### EXERCISE
The required output is the exact run of lines below that opens at the line with "Map reading. Transcribe" and closes at the line with "Task: Transcribe the".

### AVAILABLE DATA
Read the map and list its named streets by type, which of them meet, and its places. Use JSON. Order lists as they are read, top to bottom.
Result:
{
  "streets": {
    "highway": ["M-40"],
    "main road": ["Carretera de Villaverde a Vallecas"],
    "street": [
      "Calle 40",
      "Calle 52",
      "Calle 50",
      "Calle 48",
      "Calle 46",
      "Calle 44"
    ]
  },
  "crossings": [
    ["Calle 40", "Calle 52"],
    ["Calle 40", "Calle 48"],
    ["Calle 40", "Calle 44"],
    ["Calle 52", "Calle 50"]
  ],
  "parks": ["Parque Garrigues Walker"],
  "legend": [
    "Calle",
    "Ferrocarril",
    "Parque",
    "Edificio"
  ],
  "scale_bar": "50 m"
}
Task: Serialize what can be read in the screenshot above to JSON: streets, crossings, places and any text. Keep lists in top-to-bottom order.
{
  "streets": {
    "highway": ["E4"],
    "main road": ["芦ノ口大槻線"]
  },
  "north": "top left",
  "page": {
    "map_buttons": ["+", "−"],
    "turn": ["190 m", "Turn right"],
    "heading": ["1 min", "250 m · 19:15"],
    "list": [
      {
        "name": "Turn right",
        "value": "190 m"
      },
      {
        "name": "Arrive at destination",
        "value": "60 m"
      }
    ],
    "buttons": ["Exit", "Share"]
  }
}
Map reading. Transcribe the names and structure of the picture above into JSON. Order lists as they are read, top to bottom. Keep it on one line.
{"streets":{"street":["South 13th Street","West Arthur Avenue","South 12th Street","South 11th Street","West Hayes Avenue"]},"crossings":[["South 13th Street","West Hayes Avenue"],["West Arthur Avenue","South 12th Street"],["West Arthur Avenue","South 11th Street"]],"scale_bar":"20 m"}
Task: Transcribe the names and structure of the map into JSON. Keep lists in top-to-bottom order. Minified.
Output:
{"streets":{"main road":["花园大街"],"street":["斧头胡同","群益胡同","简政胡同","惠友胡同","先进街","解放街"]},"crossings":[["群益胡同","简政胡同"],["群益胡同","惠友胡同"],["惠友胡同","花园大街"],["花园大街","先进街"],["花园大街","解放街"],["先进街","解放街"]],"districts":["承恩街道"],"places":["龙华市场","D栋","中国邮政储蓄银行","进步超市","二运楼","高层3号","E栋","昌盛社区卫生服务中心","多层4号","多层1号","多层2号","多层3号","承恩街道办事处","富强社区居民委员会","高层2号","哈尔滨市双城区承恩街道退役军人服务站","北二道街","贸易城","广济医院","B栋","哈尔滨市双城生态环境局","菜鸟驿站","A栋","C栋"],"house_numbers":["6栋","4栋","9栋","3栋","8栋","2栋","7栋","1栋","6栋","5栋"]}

### TASK ANSWER
Map reading. Transcribe the names and structure of the picture above into JSON. Order lists as they are read, top to bottom. Keep it on one line.
{"streets":{"street":["South 13th Street","West Arthur Avenue","South 12th Street","South 11th Street","West Hayes Avenue"]},"crossings":[["South 13th Street","West Hayes Avenue"],["West Arthur Avenue","South 12th Street"],["West Arthur Avenue","South 11th Street"]],"scale_bar":"20 m"}
Task: Transcribe the names and structure of the map into JSON. Keep lists in top-to-bottom order. Minified.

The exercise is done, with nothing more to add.